6 Partial foreign ownership of our economy will increase
Mr Key says New Zealanders will be given "first priority" when shares in the state enterprises go on sale, and may be offered discount prices.
Mr Miller says Australia has sold many of its state assets with a discount for Australians. He says Mr Key could also impose an Australian-style limit of perhaps 10 per cent on any shareholder other than the Government. That would stop foreigners buying up big chunks like Australian-based Origin Energy's controlling stake in Contact.
Nevertheless, New Zealanders will be free to sell at least some of their shares to foreigners, and Mr Stubbs says overseas fund managers will be keen to buy.
7 Privatisation will not solve our economic problems
Economist Mr de Raad says selling shares in state assets will not be enough by itself to lift our living standards up to the level of richer countries such as Australia.
"The most important thing New Zealand needs is to have strong incentives to perform and invest (that is a competitive tax structure and world-class regulatory and social policy frameworks), a well-educated workforce, and strong trade connections with the rest of the world," he says.
"In other words, the proposal is just one positive step. But it would take us forward, rather than backwards."
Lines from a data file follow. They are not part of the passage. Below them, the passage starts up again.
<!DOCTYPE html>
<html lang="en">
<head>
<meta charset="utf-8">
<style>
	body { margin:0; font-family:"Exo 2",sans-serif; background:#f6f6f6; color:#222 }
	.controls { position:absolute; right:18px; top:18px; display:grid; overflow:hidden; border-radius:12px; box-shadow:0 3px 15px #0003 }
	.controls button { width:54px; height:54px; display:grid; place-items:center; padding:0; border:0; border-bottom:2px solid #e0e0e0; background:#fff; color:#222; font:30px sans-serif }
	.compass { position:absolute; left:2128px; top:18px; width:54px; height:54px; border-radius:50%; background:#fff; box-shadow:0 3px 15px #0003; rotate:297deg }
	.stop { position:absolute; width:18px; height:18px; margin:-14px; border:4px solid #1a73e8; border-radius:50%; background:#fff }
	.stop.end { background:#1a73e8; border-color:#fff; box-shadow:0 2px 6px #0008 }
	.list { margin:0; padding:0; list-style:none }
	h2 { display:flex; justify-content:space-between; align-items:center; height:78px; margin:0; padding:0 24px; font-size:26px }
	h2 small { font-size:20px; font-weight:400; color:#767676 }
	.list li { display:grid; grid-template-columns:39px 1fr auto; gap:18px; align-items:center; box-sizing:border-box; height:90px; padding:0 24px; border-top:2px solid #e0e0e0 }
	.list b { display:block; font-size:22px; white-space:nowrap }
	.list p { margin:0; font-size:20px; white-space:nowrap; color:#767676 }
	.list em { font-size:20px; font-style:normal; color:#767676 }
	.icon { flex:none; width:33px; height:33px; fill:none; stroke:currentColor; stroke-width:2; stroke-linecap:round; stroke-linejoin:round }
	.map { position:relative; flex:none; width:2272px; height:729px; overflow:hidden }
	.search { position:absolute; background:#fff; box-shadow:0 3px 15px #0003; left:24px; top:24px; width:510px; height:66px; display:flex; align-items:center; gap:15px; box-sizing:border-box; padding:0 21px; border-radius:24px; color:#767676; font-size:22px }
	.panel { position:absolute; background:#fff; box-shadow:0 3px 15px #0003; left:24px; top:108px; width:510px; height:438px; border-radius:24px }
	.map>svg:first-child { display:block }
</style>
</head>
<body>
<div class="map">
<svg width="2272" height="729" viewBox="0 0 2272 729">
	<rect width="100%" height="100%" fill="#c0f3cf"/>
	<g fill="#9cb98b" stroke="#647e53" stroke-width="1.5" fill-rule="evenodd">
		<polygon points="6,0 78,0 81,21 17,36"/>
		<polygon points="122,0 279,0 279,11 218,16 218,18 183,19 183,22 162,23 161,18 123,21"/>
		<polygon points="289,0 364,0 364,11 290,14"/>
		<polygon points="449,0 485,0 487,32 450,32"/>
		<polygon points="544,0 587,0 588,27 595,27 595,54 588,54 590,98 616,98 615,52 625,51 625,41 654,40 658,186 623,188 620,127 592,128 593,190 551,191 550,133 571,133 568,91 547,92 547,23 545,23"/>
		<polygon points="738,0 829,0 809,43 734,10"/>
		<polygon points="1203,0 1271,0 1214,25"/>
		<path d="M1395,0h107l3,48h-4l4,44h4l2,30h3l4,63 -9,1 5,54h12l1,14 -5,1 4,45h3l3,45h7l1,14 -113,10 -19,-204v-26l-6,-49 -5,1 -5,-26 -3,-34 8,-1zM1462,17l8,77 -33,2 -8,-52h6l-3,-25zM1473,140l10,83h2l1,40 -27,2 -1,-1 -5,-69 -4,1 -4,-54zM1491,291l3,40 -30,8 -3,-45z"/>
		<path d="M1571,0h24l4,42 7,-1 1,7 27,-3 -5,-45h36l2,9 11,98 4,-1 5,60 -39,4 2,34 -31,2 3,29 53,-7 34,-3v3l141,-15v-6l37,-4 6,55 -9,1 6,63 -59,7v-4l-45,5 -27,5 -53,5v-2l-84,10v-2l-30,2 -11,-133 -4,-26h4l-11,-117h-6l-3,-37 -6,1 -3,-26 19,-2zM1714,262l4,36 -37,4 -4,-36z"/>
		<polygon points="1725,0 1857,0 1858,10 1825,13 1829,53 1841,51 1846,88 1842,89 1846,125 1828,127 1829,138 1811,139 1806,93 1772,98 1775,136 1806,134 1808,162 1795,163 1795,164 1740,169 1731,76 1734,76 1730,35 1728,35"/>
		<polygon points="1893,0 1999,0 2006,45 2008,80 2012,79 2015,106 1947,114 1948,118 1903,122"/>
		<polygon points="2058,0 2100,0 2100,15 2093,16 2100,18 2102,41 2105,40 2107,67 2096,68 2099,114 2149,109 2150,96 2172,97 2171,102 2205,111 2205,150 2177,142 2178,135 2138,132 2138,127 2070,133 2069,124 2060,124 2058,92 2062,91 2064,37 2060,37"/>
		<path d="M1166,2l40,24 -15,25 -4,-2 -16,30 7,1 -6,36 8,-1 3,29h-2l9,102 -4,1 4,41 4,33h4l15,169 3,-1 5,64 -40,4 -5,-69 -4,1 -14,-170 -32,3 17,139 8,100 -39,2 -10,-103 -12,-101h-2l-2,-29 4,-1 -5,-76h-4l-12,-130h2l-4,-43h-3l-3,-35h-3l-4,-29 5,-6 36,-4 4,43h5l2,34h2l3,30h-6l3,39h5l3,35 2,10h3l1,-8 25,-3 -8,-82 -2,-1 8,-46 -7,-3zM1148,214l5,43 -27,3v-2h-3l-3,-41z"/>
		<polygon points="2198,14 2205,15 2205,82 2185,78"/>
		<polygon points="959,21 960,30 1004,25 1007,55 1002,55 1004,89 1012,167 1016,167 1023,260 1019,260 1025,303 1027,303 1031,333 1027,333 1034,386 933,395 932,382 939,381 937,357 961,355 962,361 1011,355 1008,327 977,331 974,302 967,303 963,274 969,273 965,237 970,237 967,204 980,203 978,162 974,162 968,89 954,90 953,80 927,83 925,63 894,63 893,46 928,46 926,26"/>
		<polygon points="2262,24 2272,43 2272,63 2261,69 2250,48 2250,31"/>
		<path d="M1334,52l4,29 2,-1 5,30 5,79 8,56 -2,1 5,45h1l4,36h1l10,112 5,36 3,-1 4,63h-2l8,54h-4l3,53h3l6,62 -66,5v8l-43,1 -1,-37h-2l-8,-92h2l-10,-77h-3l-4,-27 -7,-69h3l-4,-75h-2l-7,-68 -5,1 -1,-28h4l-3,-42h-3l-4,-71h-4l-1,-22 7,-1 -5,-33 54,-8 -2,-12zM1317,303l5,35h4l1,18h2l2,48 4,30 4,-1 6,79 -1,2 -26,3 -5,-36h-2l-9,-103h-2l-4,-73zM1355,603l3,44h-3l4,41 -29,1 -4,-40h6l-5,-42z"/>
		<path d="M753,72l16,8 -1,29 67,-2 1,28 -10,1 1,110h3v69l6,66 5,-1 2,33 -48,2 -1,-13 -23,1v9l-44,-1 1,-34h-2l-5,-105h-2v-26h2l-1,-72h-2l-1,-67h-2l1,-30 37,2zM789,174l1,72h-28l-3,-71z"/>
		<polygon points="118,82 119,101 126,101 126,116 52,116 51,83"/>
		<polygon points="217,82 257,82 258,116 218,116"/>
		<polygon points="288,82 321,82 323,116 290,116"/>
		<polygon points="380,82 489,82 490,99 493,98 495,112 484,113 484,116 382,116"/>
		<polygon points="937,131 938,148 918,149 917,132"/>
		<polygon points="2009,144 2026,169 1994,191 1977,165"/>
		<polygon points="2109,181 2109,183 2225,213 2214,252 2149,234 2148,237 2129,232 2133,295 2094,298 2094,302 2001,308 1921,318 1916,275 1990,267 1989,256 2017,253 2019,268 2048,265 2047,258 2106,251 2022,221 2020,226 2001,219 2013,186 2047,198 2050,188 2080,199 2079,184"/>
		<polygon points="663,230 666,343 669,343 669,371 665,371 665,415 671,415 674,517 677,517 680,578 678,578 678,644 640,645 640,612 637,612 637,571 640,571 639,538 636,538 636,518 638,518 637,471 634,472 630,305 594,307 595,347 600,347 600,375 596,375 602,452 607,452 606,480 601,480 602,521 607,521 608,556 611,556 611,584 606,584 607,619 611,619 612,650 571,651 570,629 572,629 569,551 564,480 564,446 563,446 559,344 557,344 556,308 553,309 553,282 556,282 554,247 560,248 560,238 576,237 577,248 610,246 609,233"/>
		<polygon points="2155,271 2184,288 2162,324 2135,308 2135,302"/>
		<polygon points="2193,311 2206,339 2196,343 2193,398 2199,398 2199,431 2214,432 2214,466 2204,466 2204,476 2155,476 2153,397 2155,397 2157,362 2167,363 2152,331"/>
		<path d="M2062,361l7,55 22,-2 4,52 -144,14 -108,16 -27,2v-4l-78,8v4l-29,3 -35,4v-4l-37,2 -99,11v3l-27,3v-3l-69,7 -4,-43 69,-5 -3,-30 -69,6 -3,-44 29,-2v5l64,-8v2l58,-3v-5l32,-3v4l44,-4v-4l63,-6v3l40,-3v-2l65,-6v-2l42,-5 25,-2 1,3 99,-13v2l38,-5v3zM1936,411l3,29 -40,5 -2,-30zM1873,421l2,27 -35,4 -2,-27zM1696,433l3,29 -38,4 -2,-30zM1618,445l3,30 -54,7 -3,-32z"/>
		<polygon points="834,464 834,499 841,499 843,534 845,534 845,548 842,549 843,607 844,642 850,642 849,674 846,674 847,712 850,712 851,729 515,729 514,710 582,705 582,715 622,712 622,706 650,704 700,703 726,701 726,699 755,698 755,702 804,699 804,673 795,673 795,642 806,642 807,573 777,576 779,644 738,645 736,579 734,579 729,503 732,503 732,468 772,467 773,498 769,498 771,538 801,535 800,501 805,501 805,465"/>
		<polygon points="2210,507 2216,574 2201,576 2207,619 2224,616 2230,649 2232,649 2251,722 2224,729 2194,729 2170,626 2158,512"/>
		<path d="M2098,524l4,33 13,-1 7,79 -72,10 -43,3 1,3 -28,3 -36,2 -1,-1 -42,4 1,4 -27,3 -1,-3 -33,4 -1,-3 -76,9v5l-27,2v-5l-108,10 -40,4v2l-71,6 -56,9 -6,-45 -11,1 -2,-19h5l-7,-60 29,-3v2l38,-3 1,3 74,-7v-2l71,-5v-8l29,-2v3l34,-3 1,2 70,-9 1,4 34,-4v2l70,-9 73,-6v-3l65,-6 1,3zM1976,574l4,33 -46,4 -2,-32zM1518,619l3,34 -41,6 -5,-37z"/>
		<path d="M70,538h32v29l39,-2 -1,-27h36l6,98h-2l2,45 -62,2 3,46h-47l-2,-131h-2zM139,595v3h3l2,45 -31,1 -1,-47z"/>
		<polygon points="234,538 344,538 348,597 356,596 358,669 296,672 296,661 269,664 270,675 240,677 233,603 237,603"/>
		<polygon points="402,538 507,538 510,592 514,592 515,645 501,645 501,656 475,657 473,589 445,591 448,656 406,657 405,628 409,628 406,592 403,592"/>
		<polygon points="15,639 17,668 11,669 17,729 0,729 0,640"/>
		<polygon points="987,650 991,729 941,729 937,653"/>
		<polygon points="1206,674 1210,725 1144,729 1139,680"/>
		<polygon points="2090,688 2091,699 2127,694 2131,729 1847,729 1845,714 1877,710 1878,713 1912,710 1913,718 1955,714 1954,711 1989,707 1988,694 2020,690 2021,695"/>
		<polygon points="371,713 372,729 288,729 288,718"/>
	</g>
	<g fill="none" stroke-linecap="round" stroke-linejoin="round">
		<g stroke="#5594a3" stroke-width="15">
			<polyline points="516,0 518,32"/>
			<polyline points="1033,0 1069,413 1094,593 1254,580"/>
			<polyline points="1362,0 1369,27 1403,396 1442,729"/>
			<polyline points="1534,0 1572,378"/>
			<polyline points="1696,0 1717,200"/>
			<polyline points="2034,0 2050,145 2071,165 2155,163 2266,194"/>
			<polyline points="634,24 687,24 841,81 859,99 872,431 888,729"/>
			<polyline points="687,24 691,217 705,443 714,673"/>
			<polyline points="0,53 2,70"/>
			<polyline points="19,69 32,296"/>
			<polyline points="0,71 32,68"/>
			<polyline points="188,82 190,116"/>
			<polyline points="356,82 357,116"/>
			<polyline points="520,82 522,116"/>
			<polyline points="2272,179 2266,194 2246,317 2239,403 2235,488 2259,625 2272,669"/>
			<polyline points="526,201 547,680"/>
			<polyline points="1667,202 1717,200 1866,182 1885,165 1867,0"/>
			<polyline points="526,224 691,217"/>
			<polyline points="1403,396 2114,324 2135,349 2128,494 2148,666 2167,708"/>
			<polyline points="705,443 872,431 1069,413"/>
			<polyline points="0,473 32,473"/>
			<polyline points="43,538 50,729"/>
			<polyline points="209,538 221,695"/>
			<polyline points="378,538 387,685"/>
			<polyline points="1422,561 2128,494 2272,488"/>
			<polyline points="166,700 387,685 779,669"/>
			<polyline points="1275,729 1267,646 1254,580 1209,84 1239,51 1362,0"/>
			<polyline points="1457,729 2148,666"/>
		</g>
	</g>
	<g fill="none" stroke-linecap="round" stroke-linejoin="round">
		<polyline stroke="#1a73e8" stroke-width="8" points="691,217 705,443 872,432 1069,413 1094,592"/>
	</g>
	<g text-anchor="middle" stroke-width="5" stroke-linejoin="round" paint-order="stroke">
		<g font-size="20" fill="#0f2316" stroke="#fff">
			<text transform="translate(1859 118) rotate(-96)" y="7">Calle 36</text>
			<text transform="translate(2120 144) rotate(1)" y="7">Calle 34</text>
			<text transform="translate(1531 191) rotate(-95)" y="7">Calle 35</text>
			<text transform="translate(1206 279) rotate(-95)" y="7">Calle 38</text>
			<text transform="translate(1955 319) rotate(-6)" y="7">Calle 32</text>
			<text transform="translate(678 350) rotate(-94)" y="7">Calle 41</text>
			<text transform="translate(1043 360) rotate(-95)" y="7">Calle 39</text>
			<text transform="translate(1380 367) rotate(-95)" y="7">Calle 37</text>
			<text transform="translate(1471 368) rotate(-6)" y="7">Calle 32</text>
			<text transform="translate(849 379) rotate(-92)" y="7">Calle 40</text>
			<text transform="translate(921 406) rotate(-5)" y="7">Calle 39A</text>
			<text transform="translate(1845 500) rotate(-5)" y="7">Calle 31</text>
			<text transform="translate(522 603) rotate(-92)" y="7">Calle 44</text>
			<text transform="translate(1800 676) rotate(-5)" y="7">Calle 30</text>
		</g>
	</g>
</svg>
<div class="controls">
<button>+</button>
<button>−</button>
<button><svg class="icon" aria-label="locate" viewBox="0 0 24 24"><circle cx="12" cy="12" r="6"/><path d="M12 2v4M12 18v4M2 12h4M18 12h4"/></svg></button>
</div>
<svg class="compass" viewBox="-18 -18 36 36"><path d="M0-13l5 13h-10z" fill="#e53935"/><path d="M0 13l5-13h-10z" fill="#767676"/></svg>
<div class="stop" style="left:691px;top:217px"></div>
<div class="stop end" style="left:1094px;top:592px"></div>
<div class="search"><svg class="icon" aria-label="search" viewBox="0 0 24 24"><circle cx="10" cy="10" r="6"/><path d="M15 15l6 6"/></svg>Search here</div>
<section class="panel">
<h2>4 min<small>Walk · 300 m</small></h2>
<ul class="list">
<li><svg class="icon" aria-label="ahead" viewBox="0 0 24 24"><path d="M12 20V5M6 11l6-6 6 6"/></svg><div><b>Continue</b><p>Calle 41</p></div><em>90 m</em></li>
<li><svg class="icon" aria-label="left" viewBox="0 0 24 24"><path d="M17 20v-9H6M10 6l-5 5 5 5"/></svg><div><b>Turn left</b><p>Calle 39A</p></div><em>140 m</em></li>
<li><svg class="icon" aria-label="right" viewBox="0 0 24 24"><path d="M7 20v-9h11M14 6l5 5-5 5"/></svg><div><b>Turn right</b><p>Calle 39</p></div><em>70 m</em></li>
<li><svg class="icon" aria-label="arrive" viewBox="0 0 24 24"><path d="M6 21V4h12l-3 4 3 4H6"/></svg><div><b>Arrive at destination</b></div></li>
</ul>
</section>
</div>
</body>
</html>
8 This may be only the start - if the Government gets away with this, what next?
Mr Key has promised to sell only half the shares in the five state enterprises, but economist Tim Hazledine notes that if the companies need more capital later the Government's shareholding could easily be diluted to below half.
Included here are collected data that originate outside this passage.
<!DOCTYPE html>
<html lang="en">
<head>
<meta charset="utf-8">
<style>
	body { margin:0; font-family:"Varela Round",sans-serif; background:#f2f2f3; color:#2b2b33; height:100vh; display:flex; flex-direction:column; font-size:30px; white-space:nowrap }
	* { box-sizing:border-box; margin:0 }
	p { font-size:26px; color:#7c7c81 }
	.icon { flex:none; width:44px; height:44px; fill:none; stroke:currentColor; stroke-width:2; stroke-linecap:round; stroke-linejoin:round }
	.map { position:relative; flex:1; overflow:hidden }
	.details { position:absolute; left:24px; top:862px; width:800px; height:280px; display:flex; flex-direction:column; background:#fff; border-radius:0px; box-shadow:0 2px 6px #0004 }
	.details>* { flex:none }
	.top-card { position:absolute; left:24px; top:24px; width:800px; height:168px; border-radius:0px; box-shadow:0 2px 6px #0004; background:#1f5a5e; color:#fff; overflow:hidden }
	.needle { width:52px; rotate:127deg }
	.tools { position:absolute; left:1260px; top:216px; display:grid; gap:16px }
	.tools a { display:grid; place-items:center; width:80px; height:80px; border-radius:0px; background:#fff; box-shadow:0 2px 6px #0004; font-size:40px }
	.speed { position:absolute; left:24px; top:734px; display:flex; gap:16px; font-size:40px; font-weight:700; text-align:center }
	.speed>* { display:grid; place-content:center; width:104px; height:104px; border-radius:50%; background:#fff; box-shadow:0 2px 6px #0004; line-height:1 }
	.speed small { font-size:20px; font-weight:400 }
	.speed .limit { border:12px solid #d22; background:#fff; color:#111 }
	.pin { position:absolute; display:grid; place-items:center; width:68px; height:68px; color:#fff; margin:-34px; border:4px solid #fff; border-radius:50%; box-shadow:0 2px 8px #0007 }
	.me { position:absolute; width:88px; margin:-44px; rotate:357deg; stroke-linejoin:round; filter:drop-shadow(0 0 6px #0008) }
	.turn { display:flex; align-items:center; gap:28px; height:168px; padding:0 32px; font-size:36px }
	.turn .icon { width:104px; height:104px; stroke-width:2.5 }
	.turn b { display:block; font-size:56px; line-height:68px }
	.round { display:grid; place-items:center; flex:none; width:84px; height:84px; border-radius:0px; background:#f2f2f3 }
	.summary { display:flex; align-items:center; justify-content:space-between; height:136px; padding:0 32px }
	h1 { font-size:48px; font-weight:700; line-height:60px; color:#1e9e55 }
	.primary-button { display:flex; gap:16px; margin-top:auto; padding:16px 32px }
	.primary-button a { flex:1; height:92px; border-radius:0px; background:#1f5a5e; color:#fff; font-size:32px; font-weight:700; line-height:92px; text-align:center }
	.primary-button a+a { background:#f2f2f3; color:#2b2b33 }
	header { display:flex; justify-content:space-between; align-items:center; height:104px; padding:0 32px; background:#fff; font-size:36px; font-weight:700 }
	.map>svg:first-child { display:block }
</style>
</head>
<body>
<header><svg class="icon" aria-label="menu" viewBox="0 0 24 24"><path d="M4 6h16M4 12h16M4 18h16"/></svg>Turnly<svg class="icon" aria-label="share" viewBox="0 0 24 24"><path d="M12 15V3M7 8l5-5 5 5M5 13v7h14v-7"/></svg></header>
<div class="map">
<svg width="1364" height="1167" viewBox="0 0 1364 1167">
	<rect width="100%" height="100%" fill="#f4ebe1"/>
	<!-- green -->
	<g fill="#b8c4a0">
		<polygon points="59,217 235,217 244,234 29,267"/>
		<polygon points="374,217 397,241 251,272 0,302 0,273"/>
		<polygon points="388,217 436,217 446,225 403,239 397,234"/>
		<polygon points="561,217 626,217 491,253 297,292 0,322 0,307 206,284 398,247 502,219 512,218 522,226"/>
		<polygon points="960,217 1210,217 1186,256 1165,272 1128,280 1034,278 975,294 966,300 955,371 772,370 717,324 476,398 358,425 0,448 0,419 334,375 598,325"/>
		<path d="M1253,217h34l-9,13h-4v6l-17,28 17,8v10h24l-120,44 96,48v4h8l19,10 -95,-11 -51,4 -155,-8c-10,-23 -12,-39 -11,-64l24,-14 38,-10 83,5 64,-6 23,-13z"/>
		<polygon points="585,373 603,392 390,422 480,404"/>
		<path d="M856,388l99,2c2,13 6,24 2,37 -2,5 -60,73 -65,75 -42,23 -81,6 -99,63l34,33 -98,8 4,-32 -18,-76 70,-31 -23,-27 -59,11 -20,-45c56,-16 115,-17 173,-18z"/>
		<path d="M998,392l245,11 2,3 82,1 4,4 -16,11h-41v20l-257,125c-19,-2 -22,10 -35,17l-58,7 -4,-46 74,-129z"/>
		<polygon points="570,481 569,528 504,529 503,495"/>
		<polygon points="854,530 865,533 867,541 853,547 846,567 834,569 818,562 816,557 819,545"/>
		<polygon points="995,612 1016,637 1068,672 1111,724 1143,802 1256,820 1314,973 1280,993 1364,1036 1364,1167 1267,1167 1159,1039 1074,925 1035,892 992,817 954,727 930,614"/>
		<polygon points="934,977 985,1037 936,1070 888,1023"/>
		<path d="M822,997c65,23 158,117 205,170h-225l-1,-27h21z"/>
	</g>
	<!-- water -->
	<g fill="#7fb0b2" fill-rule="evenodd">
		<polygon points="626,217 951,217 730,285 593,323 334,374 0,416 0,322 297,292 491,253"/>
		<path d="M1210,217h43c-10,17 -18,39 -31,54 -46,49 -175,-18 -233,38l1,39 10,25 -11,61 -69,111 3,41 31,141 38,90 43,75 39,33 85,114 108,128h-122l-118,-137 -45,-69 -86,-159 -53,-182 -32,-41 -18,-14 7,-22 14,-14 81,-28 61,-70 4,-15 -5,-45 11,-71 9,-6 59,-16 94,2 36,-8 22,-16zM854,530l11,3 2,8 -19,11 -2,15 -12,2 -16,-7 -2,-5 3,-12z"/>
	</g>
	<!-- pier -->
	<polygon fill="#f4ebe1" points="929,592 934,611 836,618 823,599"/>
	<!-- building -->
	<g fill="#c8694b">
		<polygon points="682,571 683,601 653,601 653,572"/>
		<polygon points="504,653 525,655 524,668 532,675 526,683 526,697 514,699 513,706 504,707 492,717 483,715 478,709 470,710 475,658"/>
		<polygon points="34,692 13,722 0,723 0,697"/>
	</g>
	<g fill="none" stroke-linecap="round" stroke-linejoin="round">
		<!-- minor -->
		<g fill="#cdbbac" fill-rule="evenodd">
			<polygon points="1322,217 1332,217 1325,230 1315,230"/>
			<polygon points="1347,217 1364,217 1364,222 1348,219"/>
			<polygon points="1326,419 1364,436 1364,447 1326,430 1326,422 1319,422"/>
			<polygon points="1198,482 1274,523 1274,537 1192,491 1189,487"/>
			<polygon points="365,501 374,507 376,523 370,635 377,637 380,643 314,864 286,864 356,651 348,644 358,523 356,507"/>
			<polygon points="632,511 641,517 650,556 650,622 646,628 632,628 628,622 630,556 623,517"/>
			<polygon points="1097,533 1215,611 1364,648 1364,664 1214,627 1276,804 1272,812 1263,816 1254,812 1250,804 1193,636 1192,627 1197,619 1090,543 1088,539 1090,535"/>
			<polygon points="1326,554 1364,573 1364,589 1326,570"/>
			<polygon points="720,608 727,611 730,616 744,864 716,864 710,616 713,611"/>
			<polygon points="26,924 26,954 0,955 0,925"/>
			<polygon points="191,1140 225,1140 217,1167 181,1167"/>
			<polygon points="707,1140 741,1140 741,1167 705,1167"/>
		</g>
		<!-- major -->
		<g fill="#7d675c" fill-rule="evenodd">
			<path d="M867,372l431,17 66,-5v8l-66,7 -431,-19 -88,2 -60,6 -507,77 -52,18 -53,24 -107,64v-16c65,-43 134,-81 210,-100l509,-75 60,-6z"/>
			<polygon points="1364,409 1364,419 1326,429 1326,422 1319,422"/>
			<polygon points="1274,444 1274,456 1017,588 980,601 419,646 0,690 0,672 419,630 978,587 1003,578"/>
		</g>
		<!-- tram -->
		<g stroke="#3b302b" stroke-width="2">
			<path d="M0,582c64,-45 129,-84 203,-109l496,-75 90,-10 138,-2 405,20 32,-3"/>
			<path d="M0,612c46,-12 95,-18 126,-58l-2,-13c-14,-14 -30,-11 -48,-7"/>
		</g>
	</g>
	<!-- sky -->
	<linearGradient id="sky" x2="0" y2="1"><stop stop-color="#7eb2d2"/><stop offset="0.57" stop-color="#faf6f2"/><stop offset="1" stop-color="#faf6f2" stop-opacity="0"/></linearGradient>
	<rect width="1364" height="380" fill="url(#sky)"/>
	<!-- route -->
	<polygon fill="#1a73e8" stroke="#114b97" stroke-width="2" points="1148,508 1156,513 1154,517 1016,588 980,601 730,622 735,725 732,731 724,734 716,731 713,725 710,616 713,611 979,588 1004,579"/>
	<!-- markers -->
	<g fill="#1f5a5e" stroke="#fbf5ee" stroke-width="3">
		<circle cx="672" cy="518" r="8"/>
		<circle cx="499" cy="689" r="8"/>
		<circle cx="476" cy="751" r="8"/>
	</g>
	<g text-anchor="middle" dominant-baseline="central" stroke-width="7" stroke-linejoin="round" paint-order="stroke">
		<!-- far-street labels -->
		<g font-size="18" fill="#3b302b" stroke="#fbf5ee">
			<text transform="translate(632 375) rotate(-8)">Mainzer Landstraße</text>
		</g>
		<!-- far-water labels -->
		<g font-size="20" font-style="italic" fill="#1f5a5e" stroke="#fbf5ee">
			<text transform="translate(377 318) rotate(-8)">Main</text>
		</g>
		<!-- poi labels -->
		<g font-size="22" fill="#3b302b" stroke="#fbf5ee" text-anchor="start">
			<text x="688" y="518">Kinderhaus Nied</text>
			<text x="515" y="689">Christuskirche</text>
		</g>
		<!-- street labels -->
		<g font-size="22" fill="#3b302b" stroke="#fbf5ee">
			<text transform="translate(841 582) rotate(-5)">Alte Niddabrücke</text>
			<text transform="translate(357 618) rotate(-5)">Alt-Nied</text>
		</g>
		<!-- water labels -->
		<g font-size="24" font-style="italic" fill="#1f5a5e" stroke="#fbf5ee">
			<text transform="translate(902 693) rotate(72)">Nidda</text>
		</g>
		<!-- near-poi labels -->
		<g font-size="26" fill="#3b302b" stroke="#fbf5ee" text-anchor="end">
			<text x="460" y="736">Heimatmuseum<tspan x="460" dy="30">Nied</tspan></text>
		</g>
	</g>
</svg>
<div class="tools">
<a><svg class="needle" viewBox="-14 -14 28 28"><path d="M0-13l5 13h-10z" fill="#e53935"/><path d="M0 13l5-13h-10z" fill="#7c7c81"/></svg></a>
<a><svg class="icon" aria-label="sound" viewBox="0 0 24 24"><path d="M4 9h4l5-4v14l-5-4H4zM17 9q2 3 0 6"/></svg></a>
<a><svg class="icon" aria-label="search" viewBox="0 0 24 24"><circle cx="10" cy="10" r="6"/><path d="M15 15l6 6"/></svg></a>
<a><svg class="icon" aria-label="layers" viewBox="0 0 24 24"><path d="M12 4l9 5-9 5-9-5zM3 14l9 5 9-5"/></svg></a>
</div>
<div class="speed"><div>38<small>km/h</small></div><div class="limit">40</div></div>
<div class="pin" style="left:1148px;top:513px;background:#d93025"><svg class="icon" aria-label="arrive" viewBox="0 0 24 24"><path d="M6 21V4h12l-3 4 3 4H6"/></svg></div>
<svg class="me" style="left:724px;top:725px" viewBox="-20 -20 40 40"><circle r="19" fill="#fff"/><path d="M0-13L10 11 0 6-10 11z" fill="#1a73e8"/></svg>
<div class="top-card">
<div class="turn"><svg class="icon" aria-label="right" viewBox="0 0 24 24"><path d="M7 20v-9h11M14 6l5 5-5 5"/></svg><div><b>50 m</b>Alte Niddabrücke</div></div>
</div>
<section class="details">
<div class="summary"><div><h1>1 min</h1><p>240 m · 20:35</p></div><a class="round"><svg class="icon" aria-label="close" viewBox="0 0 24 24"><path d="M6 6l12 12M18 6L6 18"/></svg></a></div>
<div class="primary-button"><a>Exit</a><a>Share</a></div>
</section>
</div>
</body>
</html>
Mr Key also promised not to sell any other enterprises before the 2014 election. But he said other state-owned businesses "needed more work or they need to change".
On the block
Meridian Energy
Company valuation: $6.3b-$6.5b
Total shareholder return: 14.9 per cent
Revenue: $2.06b
Distributions to Crown: $353m
Employees: 804
Meridian is New Zealand's largest state-owned electricity generator, producing 30 per cent of the country's power. It owns and operates hydro stations on the Waitaki River and Lake Manapouri. It also has wind farms near Palmerston North, in Southland and Wellington. It has energy investments in Australia and the US. Note: Total shareholder returns are based on a five-year average. Revenue and returns to the Crown are for the year to June 30, 2010
Mighty River Power
Company valuation: $3.7b - $3.8b
Total shareholder return: 42.9 per cent
Revenue: $1.1b
Distributions to Crown: $286m
Employees: 821
Mighty River Power supplies around 16 per cent of New Zealand's energy demand. It has nine hydro power stations along the Waikato River, four geothermal plants in the central North Island and has plans for wind farms. It owns Mercury Energy, sells power and gas to 400,000 customers.
Genesis Power
Company valuation: $1.6b-$1.7b
Total shareholder return: 5.5 per cent
Revenue: $1.88b
Distributions to Crown: $39m
Employees: 961
Genesis supplies 19 per cent of New Zealand's electricity from its thermal and renewable power at Huntly as well as hydro stations at Tongariro and Lake Waikaremoana and a wind farm in the Wairarapa.
Solid Energy
Company valuation: $1.7b
Total shareholder return: 115.1 per cent
Revenue: $690m
Distributions to Crown: $54m
Employees: 1223
A major producer of coal for export and for New Zealand markets. Solid Energy has open cast mines around Huntly, Greymouth and Westport and New Vale in Southland. It also produces electricity from coal seam gas and solar waterheaters.
Air New Zealand
Company valuation: $1.5b
Total shareholder return: 19 per cent
Revenue: $4.05b
Distributions to Crown: $54m
Employees: 10,500
New Zealand's national airline carrier. Collapsed in 2001 and was bailed out by the Government which owns 76 per cent. The Government's stake was was valued at $880 million in December.